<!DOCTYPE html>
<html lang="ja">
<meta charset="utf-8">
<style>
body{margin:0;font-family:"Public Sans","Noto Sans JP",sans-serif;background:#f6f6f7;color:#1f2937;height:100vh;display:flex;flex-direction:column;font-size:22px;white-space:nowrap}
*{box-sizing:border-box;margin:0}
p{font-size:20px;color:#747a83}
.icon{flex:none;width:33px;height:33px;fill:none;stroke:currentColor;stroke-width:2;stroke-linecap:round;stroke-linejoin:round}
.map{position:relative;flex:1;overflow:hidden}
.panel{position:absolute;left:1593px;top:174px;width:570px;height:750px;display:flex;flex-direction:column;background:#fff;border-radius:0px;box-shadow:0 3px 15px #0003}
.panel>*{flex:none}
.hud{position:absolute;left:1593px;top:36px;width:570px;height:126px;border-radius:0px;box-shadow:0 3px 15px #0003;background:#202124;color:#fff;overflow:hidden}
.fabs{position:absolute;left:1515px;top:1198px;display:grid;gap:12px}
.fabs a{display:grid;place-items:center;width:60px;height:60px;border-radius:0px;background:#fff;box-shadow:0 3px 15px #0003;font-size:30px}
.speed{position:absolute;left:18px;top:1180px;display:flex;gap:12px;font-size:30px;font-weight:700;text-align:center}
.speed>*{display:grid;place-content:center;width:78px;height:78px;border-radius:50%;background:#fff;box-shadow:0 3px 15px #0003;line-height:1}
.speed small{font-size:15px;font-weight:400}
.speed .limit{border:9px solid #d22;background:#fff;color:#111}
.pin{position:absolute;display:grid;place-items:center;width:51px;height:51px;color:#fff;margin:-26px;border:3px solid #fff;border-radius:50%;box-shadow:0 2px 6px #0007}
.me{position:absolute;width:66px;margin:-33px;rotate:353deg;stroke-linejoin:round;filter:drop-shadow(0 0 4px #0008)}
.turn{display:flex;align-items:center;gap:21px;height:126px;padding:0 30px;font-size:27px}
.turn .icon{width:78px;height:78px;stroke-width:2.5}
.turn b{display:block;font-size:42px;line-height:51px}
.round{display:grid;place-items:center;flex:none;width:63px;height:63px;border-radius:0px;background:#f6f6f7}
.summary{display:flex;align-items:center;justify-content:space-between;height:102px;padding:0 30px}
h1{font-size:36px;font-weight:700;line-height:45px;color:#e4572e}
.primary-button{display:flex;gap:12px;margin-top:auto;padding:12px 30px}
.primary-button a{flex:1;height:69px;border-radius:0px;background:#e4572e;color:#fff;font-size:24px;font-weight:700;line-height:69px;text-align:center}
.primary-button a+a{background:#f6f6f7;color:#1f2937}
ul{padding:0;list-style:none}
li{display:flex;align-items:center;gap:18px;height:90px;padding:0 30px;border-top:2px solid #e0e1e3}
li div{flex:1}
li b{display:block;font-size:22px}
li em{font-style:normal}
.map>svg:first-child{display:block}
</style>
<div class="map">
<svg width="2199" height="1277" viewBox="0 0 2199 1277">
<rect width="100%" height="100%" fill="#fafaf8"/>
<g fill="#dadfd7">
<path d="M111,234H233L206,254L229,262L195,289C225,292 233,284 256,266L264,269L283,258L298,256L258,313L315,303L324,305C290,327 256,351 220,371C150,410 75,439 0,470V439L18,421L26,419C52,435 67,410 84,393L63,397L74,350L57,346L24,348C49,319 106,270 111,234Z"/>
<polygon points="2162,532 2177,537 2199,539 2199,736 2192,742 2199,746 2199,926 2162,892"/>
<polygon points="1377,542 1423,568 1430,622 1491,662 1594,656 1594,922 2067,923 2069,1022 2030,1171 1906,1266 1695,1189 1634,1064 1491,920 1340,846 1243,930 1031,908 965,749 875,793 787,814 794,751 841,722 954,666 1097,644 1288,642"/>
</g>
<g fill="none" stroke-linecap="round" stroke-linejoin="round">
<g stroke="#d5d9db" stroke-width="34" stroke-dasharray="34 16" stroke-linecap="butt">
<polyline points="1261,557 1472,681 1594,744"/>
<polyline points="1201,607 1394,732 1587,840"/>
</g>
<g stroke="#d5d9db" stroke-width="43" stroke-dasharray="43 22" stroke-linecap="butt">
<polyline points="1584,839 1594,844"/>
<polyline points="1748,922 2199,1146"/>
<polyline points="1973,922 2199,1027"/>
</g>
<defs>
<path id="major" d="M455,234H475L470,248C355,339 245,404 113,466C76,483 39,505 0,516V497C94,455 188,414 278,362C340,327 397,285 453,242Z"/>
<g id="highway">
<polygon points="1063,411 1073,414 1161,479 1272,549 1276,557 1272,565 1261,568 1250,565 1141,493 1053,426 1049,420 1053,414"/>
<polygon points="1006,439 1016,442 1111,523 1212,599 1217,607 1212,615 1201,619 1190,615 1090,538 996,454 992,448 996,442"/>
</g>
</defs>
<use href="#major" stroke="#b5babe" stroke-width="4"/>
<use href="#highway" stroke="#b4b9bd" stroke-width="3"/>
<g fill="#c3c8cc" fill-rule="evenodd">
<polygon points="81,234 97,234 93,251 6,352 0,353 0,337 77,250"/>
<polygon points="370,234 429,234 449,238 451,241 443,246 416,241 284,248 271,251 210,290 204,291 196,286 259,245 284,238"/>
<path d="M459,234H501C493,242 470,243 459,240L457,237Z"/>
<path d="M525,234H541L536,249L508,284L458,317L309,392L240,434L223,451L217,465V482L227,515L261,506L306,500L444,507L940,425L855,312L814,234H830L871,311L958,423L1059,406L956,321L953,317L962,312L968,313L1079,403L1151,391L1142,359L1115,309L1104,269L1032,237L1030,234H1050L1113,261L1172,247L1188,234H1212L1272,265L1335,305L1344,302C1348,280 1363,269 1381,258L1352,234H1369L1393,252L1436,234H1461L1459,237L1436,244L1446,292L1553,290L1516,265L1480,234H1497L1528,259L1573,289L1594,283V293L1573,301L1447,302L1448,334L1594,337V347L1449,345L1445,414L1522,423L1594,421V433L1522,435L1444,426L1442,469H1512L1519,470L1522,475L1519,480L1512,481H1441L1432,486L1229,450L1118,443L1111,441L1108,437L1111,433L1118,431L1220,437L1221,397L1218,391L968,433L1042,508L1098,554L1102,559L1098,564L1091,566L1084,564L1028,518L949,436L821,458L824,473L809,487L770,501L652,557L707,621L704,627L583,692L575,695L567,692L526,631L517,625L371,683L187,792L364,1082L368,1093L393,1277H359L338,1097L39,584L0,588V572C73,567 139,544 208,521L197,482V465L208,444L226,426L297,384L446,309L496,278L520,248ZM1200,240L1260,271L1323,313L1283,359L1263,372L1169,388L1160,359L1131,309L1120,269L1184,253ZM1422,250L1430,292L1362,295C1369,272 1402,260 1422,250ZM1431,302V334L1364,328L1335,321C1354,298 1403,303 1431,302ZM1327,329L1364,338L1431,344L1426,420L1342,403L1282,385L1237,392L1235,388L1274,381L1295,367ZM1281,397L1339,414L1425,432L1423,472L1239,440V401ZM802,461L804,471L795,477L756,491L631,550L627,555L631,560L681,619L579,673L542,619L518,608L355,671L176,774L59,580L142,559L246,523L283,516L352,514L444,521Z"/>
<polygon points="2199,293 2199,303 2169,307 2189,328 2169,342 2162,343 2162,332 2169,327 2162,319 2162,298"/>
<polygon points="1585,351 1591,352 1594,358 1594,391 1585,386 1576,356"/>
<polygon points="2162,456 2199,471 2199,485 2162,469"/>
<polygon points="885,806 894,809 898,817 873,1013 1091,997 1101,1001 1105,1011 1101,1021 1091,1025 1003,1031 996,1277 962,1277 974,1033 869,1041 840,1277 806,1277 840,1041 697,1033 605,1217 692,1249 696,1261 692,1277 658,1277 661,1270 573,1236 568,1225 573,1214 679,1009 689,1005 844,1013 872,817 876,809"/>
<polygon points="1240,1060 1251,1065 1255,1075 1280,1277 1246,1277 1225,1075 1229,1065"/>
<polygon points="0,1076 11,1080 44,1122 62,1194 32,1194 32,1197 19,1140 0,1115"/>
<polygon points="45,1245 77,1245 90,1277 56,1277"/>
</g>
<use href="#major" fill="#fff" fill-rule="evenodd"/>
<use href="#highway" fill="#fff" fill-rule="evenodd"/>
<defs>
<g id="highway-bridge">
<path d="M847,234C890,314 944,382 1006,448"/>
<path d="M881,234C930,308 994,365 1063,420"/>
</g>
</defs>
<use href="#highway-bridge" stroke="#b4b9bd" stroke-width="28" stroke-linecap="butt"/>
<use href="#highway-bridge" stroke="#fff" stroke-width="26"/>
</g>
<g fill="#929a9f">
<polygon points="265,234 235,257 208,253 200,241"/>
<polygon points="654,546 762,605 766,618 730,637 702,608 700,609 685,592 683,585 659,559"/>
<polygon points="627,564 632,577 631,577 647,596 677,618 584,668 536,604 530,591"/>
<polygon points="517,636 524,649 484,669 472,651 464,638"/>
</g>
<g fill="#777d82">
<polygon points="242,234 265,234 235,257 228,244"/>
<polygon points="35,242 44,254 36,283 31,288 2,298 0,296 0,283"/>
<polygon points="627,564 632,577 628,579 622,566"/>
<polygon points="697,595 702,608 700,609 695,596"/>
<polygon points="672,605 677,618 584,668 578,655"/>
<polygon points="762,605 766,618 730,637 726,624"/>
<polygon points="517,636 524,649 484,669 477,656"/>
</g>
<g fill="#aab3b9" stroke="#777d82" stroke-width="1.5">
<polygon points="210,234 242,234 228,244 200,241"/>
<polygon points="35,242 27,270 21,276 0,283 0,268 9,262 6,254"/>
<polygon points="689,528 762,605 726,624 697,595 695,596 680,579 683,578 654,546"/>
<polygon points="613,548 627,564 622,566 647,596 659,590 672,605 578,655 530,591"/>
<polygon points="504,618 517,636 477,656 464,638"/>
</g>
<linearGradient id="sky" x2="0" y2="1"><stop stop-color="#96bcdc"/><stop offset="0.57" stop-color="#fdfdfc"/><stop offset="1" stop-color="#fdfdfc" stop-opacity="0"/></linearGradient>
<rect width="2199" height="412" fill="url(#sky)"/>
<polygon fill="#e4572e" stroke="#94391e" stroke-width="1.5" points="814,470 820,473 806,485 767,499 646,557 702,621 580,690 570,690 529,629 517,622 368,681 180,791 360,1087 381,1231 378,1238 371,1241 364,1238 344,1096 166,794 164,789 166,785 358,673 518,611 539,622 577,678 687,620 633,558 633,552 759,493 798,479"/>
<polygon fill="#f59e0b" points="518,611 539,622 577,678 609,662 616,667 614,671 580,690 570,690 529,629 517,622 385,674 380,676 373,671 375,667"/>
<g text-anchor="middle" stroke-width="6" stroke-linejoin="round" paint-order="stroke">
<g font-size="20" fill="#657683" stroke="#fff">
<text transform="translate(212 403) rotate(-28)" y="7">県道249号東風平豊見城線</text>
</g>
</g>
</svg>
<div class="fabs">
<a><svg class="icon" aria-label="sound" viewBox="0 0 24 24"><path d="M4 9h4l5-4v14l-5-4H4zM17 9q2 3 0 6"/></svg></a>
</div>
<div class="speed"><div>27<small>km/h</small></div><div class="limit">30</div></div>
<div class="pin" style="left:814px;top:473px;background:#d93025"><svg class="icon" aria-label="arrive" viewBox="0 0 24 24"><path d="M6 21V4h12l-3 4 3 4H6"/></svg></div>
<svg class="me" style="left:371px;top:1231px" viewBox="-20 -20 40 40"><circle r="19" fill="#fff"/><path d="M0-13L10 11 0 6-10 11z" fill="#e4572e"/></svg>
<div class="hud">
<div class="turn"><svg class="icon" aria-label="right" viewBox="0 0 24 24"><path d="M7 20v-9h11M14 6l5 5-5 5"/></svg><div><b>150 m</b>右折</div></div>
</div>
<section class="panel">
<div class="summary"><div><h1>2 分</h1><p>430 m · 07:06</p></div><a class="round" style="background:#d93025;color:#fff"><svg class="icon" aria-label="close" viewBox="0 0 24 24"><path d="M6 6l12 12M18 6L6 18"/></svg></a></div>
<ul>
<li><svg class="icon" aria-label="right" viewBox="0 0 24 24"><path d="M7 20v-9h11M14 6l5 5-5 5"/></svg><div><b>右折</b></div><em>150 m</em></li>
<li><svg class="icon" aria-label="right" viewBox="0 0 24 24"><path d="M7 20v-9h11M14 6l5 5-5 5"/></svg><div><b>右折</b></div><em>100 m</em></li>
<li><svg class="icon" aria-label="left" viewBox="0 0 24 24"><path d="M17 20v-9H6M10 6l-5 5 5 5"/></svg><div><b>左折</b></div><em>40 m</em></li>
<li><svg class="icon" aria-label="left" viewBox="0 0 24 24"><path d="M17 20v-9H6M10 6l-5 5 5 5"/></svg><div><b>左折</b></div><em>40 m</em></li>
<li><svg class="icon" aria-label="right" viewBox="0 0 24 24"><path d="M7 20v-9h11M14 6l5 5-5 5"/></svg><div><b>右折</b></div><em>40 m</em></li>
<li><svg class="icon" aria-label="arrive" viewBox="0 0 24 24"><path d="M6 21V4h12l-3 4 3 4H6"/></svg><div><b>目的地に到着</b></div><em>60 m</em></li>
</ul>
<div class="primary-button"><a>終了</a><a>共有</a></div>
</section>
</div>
★ ★ ★
• [PROBLEM REQUIREMENTS] All of the lines above that carry the string "hidden" need to be found and copied.

• [FINISHED EXERCISE]
.map{position:relative;flex:1;overflow:hidden}
.hud{position:absolute;left:1593px;top:36px;width:570px;height:126px;border-radius:0px;box-shadow:0 3px 15px #0003;background:#202124;color:#fff;overflow:hidden}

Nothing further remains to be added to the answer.